--- Data ---

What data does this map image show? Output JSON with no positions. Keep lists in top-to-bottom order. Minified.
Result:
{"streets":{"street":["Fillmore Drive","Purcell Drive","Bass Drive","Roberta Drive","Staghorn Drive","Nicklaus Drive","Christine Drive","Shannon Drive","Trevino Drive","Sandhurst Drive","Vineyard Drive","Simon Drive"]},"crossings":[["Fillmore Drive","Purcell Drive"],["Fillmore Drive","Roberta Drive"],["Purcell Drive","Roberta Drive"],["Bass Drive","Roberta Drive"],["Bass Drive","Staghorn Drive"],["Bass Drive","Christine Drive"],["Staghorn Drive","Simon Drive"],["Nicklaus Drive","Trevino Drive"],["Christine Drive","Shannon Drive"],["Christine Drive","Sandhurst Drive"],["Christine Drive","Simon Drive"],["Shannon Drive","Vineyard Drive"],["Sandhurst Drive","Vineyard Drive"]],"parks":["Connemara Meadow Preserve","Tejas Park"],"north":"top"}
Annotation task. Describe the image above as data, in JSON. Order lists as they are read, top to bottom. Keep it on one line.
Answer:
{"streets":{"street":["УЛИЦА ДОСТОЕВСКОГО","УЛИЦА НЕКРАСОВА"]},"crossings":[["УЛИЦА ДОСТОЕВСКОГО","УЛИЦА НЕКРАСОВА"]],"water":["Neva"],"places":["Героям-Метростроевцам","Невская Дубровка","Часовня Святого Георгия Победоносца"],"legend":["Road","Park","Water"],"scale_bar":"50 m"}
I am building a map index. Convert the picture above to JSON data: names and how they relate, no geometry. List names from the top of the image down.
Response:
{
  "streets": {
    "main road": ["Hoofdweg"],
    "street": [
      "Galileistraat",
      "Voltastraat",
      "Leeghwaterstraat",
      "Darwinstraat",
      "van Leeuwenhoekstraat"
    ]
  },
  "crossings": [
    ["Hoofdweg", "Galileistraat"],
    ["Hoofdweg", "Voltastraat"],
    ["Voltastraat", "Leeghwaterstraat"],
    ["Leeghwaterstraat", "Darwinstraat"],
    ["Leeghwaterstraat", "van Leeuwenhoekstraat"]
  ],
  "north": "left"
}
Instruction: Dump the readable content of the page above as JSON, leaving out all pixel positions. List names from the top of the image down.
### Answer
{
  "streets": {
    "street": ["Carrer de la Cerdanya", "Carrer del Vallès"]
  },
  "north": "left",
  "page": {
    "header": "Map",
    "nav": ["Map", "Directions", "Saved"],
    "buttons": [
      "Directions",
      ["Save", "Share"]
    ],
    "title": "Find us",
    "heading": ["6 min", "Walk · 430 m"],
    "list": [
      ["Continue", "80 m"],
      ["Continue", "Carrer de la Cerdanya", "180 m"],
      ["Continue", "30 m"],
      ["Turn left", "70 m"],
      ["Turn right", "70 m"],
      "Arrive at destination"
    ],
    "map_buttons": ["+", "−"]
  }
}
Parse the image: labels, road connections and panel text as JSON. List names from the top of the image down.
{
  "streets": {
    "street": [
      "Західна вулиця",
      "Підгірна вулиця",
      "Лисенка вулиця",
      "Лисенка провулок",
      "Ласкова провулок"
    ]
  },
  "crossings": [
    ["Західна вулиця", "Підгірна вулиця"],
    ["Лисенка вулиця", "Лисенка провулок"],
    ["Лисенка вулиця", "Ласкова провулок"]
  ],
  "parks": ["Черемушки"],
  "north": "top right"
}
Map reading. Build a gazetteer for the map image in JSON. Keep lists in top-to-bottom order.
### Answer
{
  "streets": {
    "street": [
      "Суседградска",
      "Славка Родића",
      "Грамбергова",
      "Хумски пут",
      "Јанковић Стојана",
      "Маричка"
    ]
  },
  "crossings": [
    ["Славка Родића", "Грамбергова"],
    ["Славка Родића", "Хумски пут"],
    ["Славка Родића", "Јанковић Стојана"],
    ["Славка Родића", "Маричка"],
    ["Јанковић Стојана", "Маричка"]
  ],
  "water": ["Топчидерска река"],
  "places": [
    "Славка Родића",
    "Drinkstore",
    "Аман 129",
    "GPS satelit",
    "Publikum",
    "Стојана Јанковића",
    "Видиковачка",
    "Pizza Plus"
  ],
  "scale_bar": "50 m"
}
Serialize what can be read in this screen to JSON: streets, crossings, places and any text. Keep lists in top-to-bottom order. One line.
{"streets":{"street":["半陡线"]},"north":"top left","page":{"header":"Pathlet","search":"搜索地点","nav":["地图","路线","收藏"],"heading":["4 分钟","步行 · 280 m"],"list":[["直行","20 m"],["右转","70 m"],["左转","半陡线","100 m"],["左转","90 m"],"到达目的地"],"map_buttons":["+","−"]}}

---

Goal of the exercise: Write out word for word only the lines from the start of the entries down to the line with "Instruction: Dump the", please, including both ends.

Solved exercise:
What data does this map image show? Output JSON with no positions. Keep lists in top-to-bottom order. Minified.
Result:
{"streets":{"street":["Fillmore Drive","Purcell Drive","Bass Drive","Roberta Drive","Staghorn Drive","Nicklaus Drive","Christine Drive","Shannon Drive","Trevino Drive","Sandhurst Drive","Vineyard Drive","Simon Drive"]},"crossings":[["Fillmore Drive","Purcell Drive"],["Fillmore Drive","Roberta Drive"],["Purcell Drive","Roberta Drive"],["Bass Drive","Roberta Drive"],["Bass Drive","Staghorn Drive"],["Bass Drive","Christine Drive"],["Staghorn Drive","Simon Drive"],["Nicklaus Drive","Trevino Drive"],["Christine Drive","Shannon Drive"],["Christine Drive","Sandhurst Drive"],["Christine Drive","Simon Drive"],["Shannon Drive","Vineyard Drive"],["Sandhurst Drive","Vineyard Drive"]],"parks":["Connemara Meadow Preserve","Tejas Park"],"north":"top"}
Annotation task. Describe the image above as data, in JSON. Order lists as they are read, top to bottom. Keep it on one line.
Answer:
{"streets":{"street":["УЛИЦА ДОСТОЕВСКОГО","УЛИЦА НЕКРАСОВА"]},"crossings":[["УЛИЦА ДОСТОЕВСКОГО","УЛИЦА НЕКРАСОВА"]],"water":["Neva"],"places":["Героям-Метростроевцам","Невская Дубровка","Часовня Святого Георгия Победоносца"],"legend":["Road","Park","Water"],"scale_bar":"50 m"}
I am building a map index. Convert the picture above to JSON data: names and how they relate, no geometry. List names from the top of the image down.
Response:
{
  "streets": {
    "main road": ["Hoofdweg"],
    "street": [
      "Galileistraat",
      "Voltastraat",
      "Leeghwaterstraat",
      "Darwinstraat",
      "van Leeuwenhoekstraat"
    ]
  },
  "crossings": [
    ["Hoofdweg", "Galileistraat"],
    ["Hoofdweg", "Voltastraat"],
    ["Voltastraat", "Leeghwaterstraat"],
    ["Leeghwaterstraat", "Darwinstraat"],
    ["Leeghwaterstraat", "van Leeuwenhoekstraat"]
  ],
  "north": "left"
}
Instruction: Dump the readable content of the page above as JSON, leaving out all pixel positions. List names from the top of the image down.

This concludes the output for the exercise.